Anita Blake, Vampire Hunter Colletion_ Books 6-10 - Laurell K. Hamilton [394]
Trolls were the first protected species in America. The Greater Smokey Mountain Troll was not protected. It was hunted to extinction; but then, it pulled up large trees and beat the tourists to death and sucked the marrow from their bones. Hard to get good press that way.
There was still a troll society called Peter’s Friends. Even though it was illegal to kill trolls, any trolls, for any reason, it still happened. Hunters poached them. Though staring into those too-human faces, I don’t know how they did it. Not just for a trophy.
Richard stepped out of the bathroom in a rush of warm air. He was still wearing the jeans, but now there was a towel on his head and a blow-dryer in one hand. He had rewet his hair, though he seemed to have gotten all of him in the shower to do it. Mercifully, he’d dried his chest and arms off. His arms looked amazingly strong. I knew he could have tossed around small elephants, regardless of how muscular he looked, but the muscles helped remind me. Physically, he was a pleasure to gaze upon. But it made me wonder why he’d been spending the extra time on his body. Richard didn’t usually sweat that kind of thing.
I pointed at the pictures. “These are great.” I smiled and meant it. Once upon a time, I’d envisioned spending my life in the field doing this kind of work. A sort of preternatural Jane Goodall. Though truthfully, primates hadn’t been my main area of interest. Dragons, maybe, or lake monsters. Nothing that wouldn’t eat me if it got the chance. But that had been long ago before Bert, my boss, recruited me to raise the dead and slay vampires. Sometimes, even though Richard was older than I was by three years, he made me feel old. He was still trying to have a life amid all the strange shit. I’d given up on anything but the strange shit. You couldn’t do both equally well—or I couldn’t.

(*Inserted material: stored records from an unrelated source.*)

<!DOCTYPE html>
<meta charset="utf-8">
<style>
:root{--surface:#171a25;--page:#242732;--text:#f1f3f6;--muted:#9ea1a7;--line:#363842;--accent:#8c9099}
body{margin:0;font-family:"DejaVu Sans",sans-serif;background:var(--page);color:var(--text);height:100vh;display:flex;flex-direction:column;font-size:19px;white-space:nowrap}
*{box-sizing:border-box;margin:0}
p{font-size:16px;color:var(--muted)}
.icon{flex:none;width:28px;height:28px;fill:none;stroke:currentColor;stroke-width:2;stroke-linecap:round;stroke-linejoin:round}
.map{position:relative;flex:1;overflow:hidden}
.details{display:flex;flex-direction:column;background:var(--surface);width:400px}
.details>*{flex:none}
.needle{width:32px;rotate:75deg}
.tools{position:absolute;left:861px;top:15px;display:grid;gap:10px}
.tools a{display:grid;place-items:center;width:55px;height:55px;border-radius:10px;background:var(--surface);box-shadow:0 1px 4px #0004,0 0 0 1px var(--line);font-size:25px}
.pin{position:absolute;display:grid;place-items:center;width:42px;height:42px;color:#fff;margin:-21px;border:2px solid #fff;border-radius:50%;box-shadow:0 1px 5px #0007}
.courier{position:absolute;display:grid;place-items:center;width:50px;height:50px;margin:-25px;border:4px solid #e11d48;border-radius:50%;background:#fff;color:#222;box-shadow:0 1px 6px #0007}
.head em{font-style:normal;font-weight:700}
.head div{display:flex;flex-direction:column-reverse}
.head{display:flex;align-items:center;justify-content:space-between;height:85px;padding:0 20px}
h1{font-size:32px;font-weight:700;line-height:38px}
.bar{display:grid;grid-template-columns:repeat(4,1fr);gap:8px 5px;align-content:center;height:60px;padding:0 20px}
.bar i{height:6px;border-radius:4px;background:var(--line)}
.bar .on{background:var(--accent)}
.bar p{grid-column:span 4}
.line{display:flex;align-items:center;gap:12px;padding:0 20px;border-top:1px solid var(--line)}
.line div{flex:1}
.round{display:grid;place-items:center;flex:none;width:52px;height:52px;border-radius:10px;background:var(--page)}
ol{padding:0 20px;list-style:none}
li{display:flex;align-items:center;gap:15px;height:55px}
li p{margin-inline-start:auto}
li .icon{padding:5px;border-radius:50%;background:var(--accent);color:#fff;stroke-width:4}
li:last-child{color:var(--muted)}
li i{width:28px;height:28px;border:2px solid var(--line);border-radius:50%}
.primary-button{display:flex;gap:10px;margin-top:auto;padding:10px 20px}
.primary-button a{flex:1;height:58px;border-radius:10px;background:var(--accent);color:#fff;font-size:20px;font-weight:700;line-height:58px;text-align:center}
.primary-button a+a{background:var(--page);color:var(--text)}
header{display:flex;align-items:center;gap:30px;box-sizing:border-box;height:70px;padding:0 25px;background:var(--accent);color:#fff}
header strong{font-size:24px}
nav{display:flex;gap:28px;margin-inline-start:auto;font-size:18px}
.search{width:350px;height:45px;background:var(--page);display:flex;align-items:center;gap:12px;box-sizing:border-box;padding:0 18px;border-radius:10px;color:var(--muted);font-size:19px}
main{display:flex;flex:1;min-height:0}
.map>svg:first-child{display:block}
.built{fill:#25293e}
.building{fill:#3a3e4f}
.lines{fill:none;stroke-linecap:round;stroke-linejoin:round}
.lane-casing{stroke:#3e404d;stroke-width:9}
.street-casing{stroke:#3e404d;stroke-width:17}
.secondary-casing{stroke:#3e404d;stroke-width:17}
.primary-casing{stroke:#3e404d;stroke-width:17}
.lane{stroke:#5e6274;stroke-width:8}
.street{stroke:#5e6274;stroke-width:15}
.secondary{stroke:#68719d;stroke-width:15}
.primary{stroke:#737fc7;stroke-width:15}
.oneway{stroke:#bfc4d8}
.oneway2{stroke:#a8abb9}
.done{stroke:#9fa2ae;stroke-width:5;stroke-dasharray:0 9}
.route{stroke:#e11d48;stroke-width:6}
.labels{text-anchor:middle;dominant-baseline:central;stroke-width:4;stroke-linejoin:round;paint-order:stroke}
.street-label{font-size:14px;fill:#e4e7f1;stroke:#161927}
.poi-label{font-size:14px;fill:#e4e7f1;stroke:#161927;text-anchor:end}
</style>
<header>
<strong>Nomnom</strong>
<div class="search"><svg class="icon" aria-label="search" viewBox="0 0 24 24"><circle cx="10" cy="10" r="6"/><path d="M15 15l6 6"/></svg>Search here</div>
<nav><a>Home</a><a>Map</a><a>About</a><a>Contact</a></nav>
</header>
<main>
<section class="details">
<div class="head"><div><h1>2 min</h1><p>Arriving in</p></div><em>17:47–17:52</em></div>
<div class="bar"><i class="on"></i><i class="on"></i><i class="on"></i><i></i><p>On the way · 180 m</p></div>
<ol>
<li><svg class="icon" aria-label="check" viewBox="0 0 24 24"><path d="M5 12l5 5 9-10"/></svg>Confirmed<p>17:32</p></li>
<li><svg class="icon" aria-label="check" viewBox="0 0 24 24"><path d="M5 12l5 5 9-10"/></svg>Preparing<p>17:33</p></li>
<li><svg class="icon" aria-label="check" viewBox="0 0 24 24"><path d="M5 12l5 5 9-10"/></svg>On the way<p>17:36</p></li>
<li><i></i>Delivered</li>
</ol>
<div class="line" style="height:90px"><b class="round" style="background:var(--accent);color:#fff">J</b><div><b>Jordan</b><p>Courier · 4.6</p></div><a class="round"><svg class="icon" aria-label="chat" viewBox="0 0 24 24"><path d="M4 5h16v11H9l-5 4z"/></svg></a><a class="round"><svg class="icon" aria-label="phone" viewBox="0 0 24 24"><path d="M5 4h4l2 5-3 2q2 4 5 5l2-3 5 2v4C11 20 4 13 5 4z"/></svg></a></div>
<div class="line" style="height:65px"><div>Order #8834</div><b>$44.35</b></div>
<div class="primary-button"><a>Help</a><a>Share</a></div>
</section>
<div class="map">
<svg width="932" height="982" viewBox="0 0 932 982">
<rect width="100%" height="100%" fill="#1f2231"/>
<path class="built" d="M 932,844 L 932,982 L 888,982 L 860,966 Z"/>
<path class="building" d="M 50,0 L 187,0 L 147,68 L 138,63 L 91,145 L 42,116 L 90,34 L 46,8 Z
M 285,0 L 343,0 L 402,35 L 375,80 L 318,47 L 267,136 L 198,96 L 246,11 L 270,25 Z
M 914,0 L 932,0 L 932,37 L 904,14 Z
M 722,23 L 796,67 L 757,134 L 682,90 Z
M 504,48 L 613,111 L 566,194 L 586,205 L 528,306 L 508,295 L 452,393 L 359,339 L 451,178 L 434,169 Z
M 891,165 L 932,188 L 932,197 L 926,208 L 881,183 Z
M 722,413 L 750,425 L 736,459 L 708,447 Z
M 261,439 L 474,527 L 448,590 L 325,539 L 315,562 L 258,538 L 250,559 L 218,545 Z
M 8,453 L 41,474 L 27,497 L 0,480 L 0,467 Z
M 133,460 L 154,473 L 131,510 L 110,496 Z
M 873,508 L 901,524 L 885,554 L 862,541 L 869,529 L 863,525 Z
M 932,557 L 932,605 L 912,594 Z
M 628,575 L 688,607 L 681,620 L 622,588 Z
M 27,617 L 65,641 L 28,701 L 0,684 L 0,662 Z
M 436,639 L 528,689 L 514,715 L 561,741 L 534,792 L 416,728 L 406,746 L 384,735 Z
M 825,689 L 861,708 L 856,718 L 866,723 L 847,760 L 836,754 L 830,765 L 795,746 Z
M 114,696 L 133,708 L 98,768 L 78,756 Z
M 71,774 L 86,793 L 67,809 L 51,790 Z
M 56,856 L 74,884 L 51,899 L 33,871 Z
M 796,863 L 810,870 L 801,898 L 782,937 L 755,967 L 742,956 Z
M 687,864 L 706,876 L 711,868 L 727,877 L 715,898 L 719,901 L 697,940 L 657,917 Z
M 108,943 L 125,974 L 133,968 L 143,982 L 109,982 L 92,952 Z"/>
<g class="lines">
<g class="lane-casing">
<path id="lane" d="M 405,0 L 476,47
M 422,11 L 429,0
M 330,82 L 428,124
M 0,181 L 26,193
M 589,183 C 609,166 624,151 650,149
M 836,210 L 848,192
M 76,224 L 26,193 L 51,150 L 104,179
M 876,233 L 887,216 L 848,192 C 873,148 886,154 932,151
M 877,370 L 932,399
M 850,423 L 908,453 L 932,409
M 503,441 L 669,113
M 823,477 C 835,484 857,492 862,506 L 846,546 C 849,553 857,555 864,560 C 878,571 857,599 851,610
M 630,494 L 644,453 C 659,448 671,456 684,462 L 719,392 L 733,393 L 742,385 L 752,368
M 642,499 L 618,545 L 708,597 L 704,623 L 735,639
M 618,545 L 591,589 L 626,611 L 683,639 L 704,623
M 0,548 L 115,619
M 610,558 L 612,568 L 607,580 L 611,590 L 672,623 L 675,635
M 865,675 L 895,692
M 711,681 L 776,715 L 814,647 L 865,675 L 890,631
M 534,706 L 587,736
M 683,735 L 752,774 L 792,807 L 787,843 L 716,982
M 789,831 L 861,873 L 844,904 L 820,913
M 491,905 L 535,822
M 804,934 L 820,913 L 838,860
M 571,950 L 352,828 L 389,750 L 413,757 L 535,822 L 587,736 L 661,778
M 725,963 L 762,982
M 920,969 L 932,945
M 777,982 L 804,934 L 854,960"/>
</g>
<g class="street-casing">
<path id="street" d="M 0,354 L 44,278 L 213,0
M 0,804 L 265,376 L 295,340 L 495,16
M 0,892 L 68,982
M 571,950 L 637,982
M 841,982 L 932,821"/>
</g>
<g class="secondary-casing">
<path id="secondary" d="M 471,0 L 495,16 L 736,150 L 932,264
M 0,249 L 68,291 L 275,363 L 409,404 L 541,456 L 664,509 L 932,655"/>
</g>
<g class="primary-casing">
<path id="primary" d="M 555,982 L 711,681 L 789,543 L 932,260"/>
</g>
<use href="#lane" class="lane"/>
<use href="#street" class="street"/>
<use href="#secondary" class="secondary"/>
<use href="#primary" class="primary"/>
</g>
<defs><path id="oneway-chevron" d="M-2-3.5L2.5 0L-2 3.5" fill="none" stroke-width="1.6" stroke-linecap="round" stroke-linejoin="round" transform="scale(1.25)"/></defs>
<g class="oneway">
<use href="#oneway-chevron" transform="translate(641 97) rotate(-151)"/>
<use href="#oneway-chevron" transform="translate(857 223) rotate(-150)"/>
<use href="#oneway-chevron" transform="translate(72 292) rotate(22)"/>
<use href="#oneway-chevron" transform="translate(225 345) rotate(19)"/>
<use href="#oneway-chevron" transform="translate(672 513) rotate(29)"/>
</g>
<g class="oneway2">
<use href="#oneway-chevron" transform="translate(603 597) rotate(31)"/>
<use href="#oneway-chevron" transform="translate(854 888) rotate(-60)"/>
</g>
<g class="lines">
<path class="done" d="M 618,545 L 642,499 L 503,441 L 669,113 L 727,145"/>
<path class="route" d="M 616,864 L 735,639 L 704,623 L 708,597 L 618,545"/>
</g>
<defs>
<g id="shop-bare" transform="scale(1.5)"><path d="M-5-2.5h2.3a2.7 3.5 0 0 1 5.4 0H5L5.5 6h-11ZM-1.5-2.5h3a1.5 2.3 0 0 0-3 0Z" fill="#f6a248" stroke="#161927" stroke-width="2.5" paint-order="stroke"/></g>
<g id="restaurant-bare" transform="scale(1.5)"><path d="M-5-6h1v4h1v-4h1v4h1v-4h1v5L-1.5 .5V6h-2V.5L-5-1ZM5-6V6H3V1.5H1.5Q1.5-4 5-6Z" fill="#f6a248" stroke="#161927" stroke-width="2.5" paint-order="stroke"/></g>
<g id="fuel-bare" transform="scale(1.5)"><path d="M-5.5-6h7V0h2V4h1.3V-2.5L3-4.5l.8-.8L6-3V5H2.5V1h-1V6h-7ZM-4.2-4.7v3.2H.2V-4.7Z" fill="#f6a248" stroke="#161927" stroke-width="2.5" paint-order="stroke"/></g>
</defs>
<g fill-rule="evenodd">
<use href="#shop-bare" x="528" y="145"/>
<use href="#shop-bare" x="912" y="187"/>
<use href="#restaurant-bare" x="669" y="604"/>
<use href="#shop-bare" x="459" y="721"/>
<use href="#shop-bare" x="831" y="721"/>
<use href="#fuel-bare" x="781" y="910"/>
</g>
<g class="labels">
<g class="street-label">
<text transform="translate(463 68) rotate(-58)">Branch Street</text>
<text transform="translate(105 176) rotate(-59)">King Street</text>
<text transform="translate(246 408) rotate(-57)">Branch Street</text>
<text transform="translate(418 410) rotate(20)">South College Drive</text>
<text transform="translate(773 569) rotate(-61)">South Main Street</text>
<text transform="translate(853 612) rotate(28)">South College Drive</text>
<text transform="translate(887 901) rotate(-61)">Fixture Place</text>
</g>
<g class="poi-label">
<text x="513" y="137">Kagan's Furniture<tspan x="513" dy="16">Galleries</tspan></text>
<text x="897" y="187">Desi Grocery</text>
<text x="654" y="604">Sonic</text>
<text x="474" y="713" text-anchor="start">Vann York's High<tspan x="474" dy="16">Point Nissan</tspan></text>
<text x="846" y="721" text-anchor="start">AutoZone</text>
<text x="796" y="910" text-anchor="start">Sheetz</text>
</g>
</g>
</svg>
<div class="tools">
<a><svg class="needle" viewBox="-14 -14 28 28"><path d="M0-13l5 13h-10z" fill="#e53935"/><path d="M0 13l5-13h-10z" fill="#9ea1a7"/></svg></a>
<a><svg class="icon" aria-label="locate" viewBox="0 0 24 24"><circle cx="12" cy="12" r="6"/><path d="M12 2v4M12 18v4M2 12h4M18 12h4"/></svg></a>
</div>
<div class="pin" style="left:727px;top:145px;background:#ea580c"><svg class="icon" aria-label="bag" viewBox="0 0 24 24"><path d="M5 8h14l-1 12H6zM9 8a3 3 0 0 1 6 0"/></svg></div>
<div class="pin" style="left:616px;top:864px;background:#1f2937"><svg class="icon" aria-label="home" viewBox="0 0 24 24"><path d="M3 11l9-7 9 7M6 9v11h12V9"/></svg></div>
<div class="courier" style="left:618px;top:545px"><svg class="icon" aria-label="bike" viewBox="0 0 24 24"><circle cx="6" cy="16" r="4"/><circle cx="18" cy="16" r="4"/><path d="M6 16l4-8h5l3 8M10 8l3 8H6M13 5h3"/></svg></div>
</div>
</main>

“I’ll take you up to see them, if you’d like,” he said.
“I’d love to, if it wouldn’t upset the trolls.”
“They’re pretty accustomed to visitors. Carrie—Dr. Onslow—has started allowing small groups of tourists to come and take pictures.”
He’d mentioned a Carrie in the same breath with Lucy. Was this the same woman? “Are you guys that hard up for money?” I asked.
He sat down on the side of the bed and plugged in the blow-dryer. “You’re always short of money on a project like this, but it’s not money we need. It’s good press.”
I frowned at him. “Why do you need good press?”
“Have you been reading the newspaper lately?” he asked. He removed the towel from his head. His hair was dark and brown with moisture, heavy, as if there was still water to be squeezed from it.
“You know I don’t read the newspaper.”
“You didn’t own a television, either, but you do now.”
I leaned my butt against the edge of his desk, as far away from him as I could get and not leave the room. I’d bought the television so that he and I could watch old movies and videos.
“I don’t watch much televison anymore.”
“Jean-Claude not a fan of muscials?” Richard asked, and there was that edge to his voice that I’d heard in the last few weeks: angry, jealous, hurt, cruel.
It was almost a relief to hear it. His anger made everything easier. “Jean-Claude’s not much of a watcher. He’s more a doer.”
Richard’s face thinned out, anger making his high, sculpted cheekbones stand out underneath his skin. “Lucy isn’t much of a watcher, either,” he said, voice low and careful.
I laughed, and it wasn’t a happy sound. “Thanks for making this easier, Richard.”
He stared down at the floor, his wet hair tucked to one side so his face was in full profile. “I don’t want to fight, Anita. I really don’t.”